Protocol Application

Protocol Number

ICMP Packet Header

                   INTERNET CONTROL MESSAGE PROTOCOL
                     
Introduction

   The Internet Protocol (IP) [1] is used for host-to-host datagram
   service in a system of interconnected networks called the
   Catenet [2].  The network connecting devices are called Gateways.
   These gateways communicate between themselves for control purposes
   via a Gateway to Gateway Protocol (GGP) [3,4].  Occasionally a
   gateway or destination host will communicate with a source host, for
   example, to report an error in datagram processing.  For such
   purposes this protocol, the Internet Control Message Protocol (ICMP),
   is used.  ICMP, uses the basic support of IP as if it were a higher
   level protocol, however, ICMP is actually an integral part of IP, and
   must be implemented by every IP module.

   ICMP messages are sent in several situations:  for example, when a
   datagram cannot reach its destination, when the gateway does not have
   the buffering capacity to forward a datagram, and when the gateway
   can direct the host to send traffic on a shorter route.

   The Internet Protocol is not designed to be absolutely reliable.  The
   purpose of these control messages is to provide feedback about
   problems in the communication environment, not to make IP reliable.
   There are still no guarantees that a datagram will be delivered or a
   control message will be returned.  Some datagrams may still be
   undelivered without any report of their loss.  The higher level
   protocols that use IP must implement their own reliability procedures
   if reliable communication is required.

   The ICMP messages typically report errors in the processing of
   datagrams.  To avoid the infinite regress of messages about messages
   etc., no ICMP messages are sent about ICMP messages.  Also ICMP
   messages are only sent about errors in handling fragment zero of
   fragemented datagrams.  (Fragment zero has the fragment offeset equal
   zero).

                                                                [Page 1]

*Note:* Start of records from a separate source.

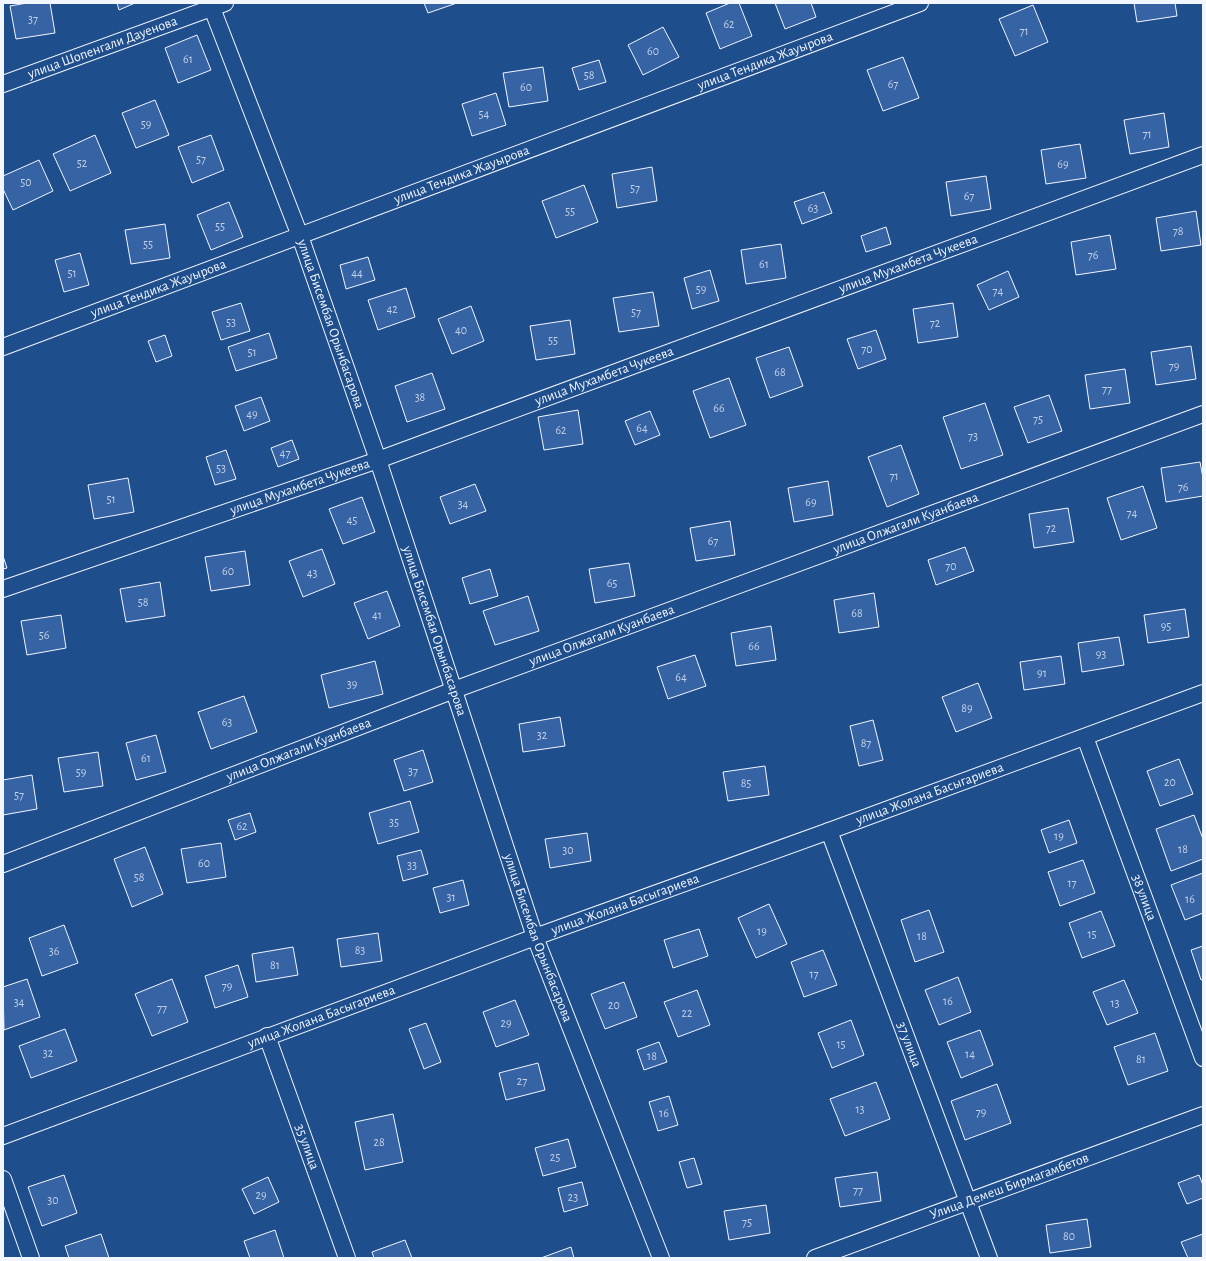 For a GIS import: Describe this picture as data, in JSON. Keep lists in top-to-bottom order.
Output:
{
  "streets": {
    "street": [
      "улица Шопенгали Дауенова",
      "улица Тендика Жауырова",
      "улица Мухамбета Чукеева",
      "улица Бисембая Орынбасарова",
      "улица Олжагали Куанбаева",
      "улица Жолана Басыгариева",
      "38 улица",
      "37 улица",
      "35 улица",
      "Улица Демеш Бирмагамбетов"
    ]
  },
  "crossings": [
    ["улица Шопенгали Дауенова", "улица Бисембая Орынбасарова"],
    ["улица Тендика Жауырова", "улица Бисембая Орынбасарова"],
    ["улица Мухамбета Чукеева", "улица Бисембая Орынбасарова"],
    ["улица Бисембая Орынбасарова", "улица Олжагали Куанбаева"],
    ["улица Бисембая Орынбасарова", "улица Жолана Басыгариева"],
    ["улица Жолана Басыгариева", "38 улица"],
    ["улица Жолана Басыгариева", "37 улица"],
    ["улица Жолана Басыгариева", "35 улица"],
    ["37 улица", "Улица Демеш Бирмагамбетов"]
  ],
  "house_numbers": [
    "37",
    "62",
    "71",
    "60",
    "61",
    "58",
    "67",
    "60",
    "54",
    "59",
    "71",
    "57",
    "52",
    "69",
    "50",
    "57",
    "67",
    "63",
    "55",
    "55",
    "78",
    "55",
    "76",
    "61",
    "51",
    "44",
    "59",
    "74",
    "42",
    "57",
    "53",
    "72",
    "40",
    "55",
    "70",
    "51",
    "79",
    "68",
    "77",
    "38",
    "66",
    "49",
    "75",
    "64",
    "62",
    "73",
    "47",
    "53",
    "71",
    "76",
    "51",
    "69",
    "34",
    "74",
    "45",
    "72",
    "67",
    "70",
    "60",
    "43",
    "65",
    "58",
    "68",
    "41",
    "95",
    "56",
    "66",
    "93",
    "91",
    "64",
    "39",
    "89",
    "63",
    "32",
    "87",
    "61",
    "37",
    "59",
    "20",
    "85",
    "57",
    "35",
    "62",
    "19",
    "18",
    "30",
    "60",
    "33",
    "58",
    "17",
    "31",
    "16",
    "19",
    "15",
    "18",
    "83",
    "36",
    "81",
    "17",
    "79",
    "16",
    "34",
    "13",
    "20",
    "77",
    "22",
    "29",
    "15",
    "32",
    "14",
    "18",
    "81",
    "27",
    "13",
    "79",
    "16",
    "28",
    "25",
    "77",
    "29",
    "23",
    "30",
    "75",
    "80"
  ]
}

                                                          September 1981
RFC 792

Message Formats

   ICMP messages are sent using the basic IP header.  The first octet of
   the data portion of the datagram is a ICMP type field; the value of
   this field determines the format of the remaining data.  Any field
   labeled "unused" is reserved for later extensions and must be zero
   when sent, but receivers should not use these fields (except to
   include them in the checksum).  Unless otherwise noted under the
   individual format descriptions, the values of the internet header
   fields are as follows:

   Version

      4

   IHL

      Internet header length in 32-bit words.

   Type of Service

      0

   Total Length

      Length of internet header and data in octets.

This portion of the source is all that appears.